■ **SOURCE INFORMATION**:
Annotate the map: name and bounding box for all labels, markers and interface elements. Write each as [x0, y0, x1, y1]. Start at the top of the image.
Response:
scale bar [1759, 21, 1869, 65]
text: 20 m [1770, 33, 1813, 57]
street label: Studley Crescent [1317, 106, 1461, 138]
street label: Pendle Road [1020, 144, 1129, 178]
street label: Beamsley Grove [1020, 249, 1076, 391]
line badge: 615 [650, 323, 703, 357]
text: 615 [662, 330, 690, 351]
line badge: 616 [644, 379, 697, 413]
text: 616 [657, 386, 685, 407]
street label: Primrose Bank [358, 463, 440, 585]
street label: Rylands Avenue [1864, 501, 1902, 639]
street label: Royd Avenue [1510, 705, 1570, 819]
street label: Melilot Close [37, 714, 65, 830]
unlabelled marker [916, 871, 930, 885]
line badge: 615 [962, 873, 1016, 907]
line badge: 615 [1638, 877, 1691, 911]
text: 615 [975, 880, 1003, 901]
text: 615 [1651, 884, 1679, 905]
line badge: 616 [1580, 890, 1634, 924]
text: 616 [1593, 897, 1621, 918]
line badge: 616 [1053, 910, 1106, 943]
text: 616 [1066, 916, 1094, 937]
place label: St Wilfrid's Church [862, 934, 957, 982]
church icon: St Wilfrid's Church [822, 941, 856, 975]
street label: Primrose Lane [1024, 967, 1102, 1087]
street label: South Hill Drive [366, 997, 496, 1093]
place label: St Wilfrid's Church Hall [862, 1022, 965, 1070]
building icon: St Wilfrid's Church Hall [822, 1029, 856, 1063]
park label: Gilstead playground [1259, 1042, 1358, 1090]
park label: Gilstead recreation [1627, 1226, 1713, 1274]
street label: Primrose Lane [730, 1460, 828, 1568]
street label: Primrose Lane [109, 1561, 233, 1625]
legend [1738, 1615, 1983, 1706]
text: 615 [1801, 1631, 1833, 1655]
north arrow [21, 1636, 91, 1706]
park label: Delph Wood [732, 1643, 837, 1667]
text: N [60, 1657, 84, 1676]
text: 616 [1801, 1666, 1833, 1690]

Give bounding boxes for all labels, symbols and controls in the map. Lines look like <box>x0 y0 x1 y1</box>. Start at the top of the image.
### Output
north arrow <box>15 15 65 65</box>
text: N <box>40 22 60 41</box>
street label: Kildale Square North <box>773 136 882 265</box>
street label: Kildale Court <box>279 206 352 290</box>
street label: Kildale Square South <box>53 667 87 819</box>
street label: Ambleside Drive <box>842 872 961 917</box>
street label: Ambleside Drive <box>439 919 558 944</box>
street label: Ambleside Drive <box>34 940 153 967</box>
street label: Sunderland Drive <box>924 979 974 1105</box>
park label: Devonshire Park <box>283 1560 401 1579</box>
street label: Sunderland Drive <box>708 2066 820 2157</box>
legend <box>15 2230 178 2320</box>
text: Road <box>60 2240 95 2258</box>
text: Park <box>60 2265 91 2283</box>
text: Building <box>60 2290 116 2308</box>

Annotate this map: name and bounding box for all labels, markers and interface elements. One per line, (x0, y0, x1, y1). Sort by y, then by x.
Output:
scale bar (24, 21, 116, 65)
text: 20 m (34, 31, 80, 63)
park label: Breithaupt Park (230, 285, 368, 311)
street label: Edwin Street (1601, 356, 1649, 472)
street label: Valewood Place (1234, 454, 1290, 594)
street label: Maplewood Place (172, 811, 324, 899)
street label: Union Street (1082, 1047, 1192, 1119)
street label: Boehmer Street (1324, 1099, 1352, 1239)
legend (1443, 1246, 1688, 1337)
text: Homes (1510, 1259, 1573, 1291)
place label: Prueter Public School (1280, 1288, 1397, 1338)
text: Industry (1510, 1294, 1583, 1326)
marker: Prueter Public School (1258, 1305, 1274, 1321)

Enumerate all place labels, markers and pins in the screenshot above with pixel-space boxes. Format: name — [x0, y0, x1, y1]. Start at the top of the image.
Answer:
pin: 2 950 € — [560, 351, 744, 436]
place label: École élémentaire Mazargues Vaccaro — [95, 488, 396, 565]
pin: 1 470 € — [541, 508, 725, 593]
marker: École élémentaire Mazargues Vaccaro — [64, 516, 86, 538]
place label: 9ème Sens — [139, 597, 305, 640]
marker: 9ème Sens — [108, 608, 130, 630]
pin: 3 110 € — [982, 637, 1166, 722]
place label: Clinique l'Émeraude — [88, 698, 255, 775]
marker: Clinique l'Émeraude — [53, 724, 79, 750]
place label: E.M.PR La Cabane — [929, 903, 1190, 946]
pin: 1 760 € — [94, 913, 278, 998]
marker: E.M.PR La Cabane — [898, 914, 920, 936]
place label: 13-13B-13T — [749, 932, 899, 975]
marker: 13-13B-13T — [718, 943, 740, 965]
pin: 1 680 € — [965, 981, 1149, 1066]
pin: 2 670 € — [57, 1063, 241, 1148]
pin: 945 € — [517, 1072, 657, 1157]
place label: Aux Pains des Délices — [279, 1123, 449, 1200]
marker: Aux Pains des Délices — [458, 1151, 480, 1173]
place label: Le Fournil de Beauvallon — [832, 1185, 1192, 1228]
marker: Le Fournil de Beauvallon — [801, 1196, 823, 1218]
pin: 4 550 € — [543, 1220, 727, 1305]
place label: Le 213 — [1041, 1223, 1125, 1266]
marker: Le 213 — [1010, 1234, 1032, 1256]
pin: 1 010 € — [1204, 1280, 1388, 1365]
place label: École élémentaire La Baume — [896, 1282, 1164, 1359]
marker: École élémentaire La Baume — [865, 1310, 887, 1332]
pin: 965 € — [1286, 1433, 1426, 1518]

■ **WHAT YOU HAVE TO DO**:
Using the entries above, print each one again without any alteration.

■ **TASK SOLUTION**:
Annotate the map: name and bounding box for all labels, markers and interface elements. Write each as [x0, y0, x1, y1]. Start at the top of the image.
Response:
scale bar [1759, 21, 1869, 65]
text: 20 m [1770, 33, 1813, 57]
street label: Studley Crescent [1317, 106, 1461, 138]
street label: Pendle Road [1020, 144, 1129, 178]
street label: Beamsley Grove [1020, 249, 1076, 391]
line badge: 615 [650, 323, 703, 357]
text: 615 [662, 330, 690, 351]
line badge: 616 [644, 379, 697, 413]
text: 616 [657, 386, 685, 407]
street label: Primrose Bank [358, 463, 440, 585]
street label: Rylands Avenue [1864, 501, 1902, 639]
street label: Royd Avenue [1510, 705, 1570, 819]
street label: Melilot Close [37, 714, 65, 830]
unlabelled marker [916, 871, 930, 885]
line badge: 615 [962, 873, 1016, 907]
line badge: 615 [1638, 877, 1691, 911]
text: 615 [975, 880, 1003, 901]
text: 615 [1651, 884, 1679, 905]
line badge: 616 [1580, 890, 1634, 924]
text: 616 [1593, 897, 1621, 918]
line badge: 616 [1053, 910, 1106, 943]
text: 616 [1066, 916, 1094, 937]
place label: St Wilfrid's Church [862, 934, 957, 982]
church icon: St Wilfrid's Church [822, 941, 856, 975]
street label: Primrose Lane [1024, 967, 1102, 1087]
street label: South Hill Drive [366, 997, 496, 1093]
place label: St Wilfrid's Church Hall [862, 1022, 965, 1070]
building icon: St Wilfrid's Church Hall [822, 1029, 856, 1063]
park label: Gilstead playground [1259, 1042, 1358, 1090]
park label: Gilstead recreation [1627, 1226, 1713, 1274]
street label: Primrose Lane [730, 1460, 828, 1568]
street label: Primrose Lane [109, 1561, 233, 1625]
legend [1738, 1615, 1983, 1706]
text: 615 [1801, 1631, 1833, 1655]
north arrow [21, 1636, 91, 1706]
park label: Delph Wood [732, 1643, 837, 1667]
text: N [60, 1657, 84, 1676]
text: 616 [1801, 1666, 1833, 1690]

Give bounding boxes for all labels, symbols and controls in the map. Lines look like <box>x0 y0 x1 y1</box>. Start at the top of the image.
### Output
north arrow <box>15 15 65 65</box>
text: N <box>40 22 60 41</box>
street label: Kildale Square North <box>773 136 882 265</box>
street label: Kildale Court <box>279 206 352 290</box>
street label: Kildale Square South <box>53 667 87 819</box>
street label: Ambleside Drive <box>842 872 961 917</box>
street label: Ambleside Drive <box>439 919 558 944</box>
street label: Ambleside Drive <box>34 940 153 967</box>
street label: Sunderland Drive <box>924 979 974 1105</box>
park label: Devonshire Park <box>283 1560 401 1579</box>
street label: Sunderland Drive <box>708 2066 820 2157</box>
legend <box>15 2230 178 2320</box>
text: Road <box>60 2240 95 2258</box>
text: Park <box>60 2265 91 2283</box>
text: Building <box>60 2290 116 2308</box>

Annotate this map: name and bounding box for all labels, markers and interface elements. One per line, (x0, y0, x1, y1). Sort by y, then by x.
Output:
scale bar (24, 21, 116, 65)
text: 20 m (34, 31, 80, 63)
park label: Breithaupt Park (230, 285, 368, 311)
street label: Edwin Street (1601, 356, 1649, 472)
street label: Valewood Place (1234, 454, 1290, 594)
street label: Maplewood Place (172, 811, 324, 899)
street label: Union Street (1082, 1047, 1192, 1119)
street label: Boehmer Street (1324, 1099, 1352, 1239)
legend (1443, 1246, 1688, 1337)
text: Homes (1510, 1259, 1573, 1291)
place label: Prueter Public School (1280, 1288, 1397, 1338)
text: Industry (1510, 1294, 1583, 1326)
marker: Prueter Public School (1258, 1305, 1274, 1321)

Enumerate all place labels, markers and pins in the screenshot above with pixel-space boxes. Format: name — [x0, y0, x1, y1]. Start at the top of the image.
Answer:
pin: 2 950 € — [560, 351, 744, 436]
place label: École élémentaire Mazargues Vaccaro — [95, 488, 396, 565]
pin: 1 470 € — [541, 508, 725, 593]
marker: École élémentaire Mazargues Vaccaro — [64, 516, 86, 538]
place label: 9ème Sens — [139, 597, 305, 640]
marker: 9ème Sens — [108, 608, 130, 630]
pin: 3 110 € — [982, 637, 1166, 722]
place label: Clinique l'Émeraude — [88, 698, 255, 775]
marker: Clinique l'Émeraude — [53, 724, 79, 750]
place label: E.M.PR La Cabane — [929, 903, 1190, 946]
pin: 1 760 € — [94, 913, 278, 998]
marker: E.M.PR La Cabane — [898, 914, 920, 936]
place label: 13-13B-13T — [749, 932, 899, 975]
marker: 13-13B-13T — [718, 943, 740, 965]
pin: 1 680 € — [965, 981, 1149, 1066]
pin: 2 670 € — [57, 1063, 241, 1148]
pin: 945 € — [517, 1072, 657, 1157]
place label: Aux Pains des Délices — [279, 1123, 449, 1200]
marker: Aux Pains des Délices — [458, 1151, 480, 1173]
place label: Le Fournil de Beauvallon — [832, 1185, 1192, 1228]
marker: Le Fournil de Beauvallon — [801, 1196, 823, 1218]
pin: 4 550 € — [543, 1220, 727, 1305]
place label: Le 213 — [1041, 1223, 1125, 1266]
marker: Le 213 — [1010, 1234, 1032, 1256]
pin: 1 010 € — [1204, 1280, 1388, 1365]
place label: École élémentaire La Baume — [896, 1282, 1164, 1359]
marker: École élémentaire La Baume — [865, 1310, 887, 1332]
pin: 965 € — [1286, 1433, 1426, 1518]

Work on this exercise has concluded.